The initial September 2023 indictment makes several mentions of furniture and furnishings provided by Hana and Daibes but does not go into specifics.

Formula One tickets

In a superseding indictment filed in March, prosecutors allege Menendez obtained tickets to Formula One races in 2022 and 2023 for Nadine Menendez’s relative. Menendez made comments supportive of Qatar during that period and lobbied Qatari officials to invest in Daibes’ real estate venture, which they ultimately did.

Daibes is described as sending the senator pictures of luxury watches priced between roughly $10,000 and $24,000, but it is not clear from the filing if Menendez ever obtained a timepiece.

What’s the quid pro quo?

There is a long list of actions prosecutors say Menendez undertook in exchange for all of these alleged bribes. They allege Menendez, in his prior role as chairman of the Senate Foreign Relations Committee:

… lobbied the US Department of Agriculture to maintain Hana’s monopoly on US halal meat exports to Egypt, even though it drove up prices.

… met with Egyptian officials in exchange for cash.

… gave Hana not-classified but also not-public information about employees at the US embassy in Egypt.

… passed on information about US military sales to Egypt to Hana and signed off on certain sales.

… lobbied Qataris on behalf of Daibes’ real estate scheme and supported resolutions in the Senate supportive of Qatar.

… tried to influence court cases in New Jersey related to Uribe and his associates. Uribe, recall, is now cooperating with prosecutors.

… tried to disrupt a federal prosecution of Daibes.

Again, Menendez denies all the charges, and the jury that will get to hear his side of the story will begin to be selected in New York starting Monday. Nadine Menendez’s trial is slated for July.

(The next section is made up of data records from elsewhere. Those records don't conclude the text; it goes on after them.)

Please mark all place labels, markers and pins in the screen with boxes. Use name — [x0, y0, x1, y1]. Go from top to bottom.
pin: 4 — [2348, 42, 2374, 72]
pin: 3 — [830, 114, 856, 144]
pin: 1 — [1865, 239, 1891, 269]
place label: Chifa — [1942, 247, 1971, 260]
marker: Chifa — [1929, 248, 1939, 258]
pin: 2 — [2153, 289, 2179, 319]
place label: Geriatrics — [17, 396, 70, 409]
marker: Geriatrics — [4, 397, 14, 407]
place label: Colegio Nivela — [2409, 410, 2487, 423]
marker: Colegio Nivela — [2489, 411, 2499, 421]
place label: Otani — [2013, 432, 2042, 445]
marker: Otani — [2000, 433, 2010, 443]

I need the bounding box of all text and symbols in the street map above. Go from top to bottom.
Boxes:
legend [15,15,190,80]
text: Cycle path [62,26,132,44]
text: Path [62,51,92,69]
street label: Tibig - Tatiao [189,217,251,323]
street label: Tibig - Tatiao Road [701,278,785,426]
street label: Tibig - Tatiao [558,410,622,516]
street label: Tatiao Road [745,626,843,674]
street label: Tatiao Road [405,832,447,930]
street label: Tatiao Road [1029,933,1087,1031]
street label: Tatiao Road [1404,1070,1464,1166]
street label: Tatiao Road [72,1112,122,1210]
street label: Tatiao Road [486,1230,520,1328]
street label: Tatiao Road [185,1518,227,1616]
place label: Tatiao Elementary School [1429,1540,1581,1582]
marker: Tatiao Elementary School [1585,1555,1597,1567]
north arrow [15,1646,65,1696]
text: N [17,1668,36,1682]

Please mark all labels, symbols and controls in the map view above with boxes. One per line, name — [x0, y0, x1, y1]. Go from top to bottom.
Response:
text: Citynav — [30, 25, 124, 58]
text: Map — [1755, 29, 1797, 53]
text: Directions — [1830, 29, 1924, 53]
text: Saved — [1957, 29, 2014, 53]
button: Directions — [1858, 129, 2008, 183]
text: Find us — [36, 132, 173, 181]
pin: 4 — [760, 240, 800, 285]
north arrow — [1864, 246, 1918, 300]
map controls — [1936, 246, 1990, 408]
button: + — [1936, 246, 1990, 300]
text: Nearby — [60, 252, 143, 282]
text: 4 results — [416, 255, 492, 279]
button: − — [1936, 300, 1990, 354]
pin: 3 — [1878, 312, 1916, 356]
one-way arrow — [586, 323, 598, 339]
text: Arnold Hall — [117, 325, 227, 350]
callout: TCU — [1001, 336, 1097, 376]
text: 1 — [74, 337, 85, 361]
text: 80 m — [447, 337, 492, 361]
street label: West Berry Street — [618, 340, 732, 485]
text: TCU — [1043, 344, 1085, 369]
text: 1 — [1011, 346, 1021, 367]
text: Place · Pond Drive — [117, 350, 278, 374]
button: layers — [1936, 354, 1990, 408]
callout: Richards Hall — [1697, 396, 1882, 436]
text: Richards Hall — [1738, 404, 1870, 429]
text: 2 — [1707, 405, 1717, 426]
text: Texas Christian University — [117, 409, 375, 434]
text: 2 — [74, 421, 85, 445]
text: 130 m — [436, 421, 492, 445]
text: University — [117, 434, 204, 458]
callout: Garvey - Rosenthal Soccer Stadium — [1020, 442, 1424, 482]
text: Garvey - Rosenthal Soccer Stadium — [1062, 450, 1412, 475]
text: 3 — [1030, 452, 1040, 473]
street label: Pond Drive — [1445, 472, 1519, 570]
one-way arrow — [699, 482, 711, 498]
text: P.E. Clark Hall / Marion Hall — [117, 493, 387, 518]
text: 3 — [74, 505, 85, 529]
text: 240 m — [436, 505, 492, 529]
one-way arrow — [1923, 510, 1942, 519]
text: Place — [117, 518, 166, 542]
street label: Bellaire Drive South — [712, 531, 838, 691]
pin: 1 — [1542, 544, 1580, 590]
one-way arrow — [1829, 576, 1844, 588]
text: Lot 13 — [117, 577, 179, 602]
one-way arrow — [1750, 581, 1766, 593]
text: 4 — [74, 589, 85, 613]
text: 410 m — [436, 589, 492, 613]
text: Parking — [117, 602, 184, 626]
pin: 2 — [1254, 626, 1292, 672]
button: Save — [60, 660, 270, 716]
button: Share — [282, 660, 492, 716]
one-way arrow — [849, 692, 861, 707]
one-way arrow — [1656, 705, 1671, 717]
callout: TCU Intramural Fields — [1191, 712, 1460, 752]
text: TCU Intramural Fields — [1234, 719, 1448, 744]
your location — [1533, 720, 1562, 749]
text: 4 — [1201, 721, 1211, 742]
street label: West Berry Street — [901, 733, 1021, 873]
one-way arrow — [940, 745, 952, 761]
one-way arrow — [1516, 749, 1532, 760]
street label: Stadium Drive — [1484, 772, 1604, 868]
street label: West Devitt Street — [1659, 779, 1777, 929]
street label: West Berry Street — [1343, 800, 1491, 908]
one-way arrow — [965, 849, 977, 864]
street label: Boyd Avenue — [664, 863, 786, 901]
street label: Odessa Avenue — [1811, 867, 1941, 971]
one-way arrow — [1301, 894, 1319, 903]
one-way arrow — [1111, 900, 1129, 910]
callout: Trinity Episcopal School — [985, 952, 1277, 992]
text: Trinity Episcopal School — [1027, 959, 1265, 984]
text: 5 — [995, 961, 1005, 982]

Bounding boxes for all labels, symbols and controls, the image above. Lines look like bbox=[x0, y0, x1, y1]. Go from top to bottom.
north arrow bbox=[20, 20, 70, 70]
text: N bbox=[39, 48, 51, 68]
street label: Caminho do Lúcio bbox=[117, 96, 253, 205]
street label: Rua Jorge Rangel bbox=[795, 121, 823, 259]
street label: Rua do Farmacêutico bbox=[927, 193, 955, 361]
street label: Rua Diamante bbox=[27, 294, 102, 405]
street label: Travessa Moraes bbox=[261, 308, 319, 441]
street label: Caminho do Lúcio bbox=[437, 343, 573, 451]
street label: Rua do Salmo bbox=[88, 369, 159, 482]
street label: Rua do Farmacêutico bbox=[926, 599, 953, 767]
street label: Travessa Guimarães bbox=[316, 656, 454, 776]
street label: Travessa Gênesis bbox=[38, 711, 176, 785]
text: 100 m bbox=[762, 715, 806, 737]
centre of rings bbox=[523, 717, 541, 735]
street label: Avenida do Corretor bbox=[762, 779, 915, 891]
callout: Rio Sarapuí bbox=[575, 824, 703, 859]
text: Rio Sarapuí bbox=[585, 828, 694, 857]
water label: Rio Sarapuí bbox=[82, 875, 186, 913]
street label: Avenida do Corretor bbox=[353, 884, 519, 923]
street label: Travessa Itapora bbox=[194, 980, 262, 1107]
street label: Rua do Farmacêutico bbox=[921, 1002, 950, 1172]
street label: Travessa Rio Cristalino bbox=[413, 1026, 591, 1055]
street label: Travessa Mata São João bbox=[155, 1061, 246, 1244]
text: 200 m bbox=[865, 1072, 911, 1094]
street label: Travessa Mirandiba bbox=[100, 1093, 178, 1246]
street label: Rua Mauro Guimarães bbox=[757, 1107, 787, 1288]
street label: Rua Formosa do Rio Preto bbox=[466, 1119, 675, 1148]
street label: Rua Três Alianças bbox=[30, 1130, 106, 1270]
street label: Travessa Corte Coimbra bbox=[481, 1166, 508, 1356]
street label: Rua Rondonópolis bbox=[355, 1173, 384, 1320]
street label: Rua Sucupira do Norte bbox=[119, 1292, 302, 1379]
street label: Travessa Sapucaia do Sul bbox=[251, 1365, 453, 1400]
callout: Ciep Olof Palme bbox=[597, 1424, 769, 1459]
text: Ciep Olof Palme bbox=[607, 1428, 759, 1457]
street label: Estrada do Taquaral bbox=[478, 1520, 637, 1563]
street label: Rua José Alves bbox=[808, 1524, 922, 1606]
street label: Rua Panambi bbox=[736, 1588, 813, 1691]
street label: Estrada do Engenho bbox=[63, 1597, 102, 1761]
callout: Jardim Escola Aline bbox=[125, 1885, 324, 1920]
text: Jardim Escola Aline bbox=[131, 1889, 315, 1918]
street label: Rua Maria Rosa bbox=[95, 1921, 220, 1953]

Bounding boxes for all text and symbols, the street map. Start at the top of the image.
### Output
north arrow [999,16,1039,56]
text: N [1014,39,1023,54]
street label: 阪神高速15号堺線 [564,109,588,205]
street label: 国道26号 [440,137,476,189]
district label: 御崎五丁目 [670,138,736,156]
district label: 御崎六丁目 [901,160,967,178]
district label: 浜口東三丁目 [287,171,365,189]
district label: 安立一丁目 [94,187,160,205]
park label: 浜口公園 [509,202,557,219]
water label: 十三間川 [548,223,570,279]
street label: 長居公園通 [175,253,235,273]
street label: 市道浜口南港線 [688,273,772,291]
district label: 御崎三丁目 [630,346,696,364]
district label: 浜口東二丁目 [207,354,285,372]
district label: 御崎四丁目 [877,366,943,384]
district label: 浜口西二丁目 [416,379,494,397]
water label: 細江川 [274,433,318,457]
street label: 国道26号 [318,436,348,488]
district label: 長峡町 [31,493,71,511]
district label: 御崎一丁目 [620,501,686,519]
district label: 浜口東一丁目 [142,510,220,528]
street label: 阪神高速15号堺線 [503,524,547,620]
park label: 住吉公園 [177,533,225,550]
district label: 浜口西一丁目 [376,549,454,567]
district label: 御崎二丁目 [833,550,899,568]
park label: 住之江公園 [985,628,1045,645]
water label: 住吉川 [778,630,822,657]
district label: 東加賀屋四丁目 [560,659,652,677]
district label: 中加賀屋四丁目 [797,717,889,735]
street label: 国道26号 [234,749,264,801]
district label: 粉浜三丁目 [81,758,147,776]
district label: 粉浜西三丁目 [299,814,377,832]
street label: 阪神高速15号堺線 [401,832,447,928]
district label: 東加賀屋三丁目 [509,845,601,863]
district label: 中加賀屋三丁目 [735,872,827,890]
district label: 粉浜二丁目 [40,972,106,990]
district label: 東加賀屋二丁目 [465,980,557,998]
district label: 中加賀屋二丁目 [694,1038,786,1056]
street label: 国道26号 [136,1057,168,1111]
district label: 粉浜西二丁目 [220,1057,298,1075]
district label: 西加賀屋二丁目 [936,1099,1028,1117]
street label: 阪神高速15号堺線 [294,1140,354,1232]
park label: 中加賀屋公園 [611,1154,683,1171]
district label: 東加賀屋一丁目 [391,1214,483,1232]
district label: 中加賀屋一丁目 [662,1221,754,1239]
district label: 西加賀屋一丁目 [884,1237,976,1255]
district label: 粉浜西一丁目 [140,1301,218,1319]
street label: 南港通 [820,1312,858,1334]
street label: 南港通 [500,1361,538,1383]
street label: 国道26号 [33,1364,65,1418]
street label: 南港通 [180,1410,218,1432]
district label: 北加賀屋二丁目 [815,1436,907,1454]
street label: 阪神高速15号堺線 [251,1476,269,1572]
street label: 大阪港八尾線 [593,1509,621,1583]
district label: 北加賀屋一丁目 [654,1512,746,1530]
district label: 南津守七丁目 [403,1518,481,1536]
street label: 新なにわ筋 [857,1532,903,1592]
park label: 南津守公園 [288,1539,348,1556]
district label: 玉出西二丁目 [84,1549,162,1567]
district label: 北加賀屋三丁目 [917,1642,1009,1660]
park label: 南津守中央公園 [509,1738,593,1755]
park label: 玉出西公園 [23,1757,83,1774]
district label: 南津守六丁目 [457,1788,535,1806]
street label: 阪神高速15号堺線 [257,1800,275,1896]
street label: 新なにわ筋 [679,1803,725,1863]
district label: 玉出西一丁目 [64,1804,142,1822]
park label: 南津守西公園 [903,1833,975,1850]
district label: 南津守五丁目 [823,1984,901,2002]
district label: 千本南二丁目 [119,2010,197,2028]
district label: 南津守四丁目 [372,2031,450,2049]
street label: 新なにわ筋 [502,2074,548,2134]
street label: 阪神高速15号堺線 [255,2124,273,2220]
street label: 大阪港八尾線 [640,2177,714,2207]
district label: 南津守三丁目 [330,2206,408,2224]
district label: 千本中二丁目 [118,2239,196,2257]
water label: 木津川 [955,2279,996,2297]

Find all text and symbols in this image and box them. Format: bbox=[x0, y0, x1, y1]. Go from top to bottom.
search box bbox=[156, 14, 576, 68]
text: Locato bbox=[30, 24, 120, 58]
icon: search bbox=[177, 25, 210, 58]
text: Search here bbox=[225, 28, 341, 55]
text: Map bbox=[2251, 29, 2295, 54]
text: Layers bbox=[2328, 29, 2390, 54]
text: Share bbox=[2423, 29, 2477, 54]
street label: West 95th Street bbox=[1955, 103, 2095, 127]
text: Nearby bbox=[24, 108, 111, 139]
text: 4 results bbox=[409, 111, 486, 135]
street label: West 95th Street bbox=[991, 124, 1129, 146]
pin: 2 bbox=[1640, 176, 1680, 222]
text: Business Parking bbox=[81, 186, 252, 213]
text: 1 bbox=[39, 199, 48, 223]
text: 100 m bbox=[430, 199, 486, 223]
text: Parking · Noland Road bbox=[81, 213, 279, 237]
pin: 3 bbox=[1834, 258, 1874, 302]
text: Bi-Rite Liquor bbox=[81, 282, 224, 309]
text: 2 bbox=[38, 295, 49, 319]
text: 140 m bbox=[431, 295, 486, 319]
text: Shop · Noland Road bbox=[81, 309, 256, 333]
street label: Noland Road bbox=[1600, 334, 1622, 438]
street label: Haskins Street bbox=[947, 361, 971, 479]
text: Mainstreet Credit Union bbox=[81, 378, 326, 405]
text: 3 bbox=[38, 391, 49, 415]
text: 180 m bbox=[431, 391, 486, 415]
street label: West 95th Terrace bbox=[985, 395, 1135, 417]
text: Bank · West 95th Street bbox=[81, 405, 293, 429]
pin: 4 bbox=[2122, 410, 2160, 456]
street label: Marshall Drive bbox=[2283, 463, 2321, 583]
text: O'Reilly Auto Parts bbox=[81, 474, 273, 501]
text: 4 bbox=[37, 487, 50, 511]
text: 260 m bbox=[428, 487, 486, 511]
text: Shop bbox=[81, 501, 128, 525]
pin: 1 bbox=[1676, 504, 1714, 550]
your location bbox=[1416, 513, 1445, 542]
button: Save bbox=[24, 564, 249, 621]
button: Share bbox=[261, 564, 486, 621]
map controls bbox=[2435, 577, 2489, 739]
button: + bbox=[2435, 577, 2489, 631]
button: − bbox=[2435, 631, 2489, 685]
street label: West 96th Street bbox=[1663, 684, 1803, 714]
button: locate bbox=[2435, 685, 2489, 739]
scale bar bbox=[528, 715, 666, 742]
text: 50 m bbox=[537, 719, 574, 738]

Perhaps Menendez and his wife can convincingly argue the mortgage and car payments were a loan. Perhaps Menendez will argue he did not know about payments related to dinners and meetings organized by his wife. The envelopes of cash prosecutors say bore Daibes’ fingerprints may be more difficult to explain.

Menendez escaped previous bribery charge

Menendez is used to being under the microscope of federal prosecutors. The Department of Justice ultimately decided not to retry Menendez in 2018 after a previous jury deadlocked over whether he accepted trips and gifts from a friend, an ophthalmologist named Salomon Melgen.

Melgen went to prison in a separate Medicare fraud scheme, but that sentence was commuted by then-President Donald Trump after lobbying by Menendez on Melgen’s behalf.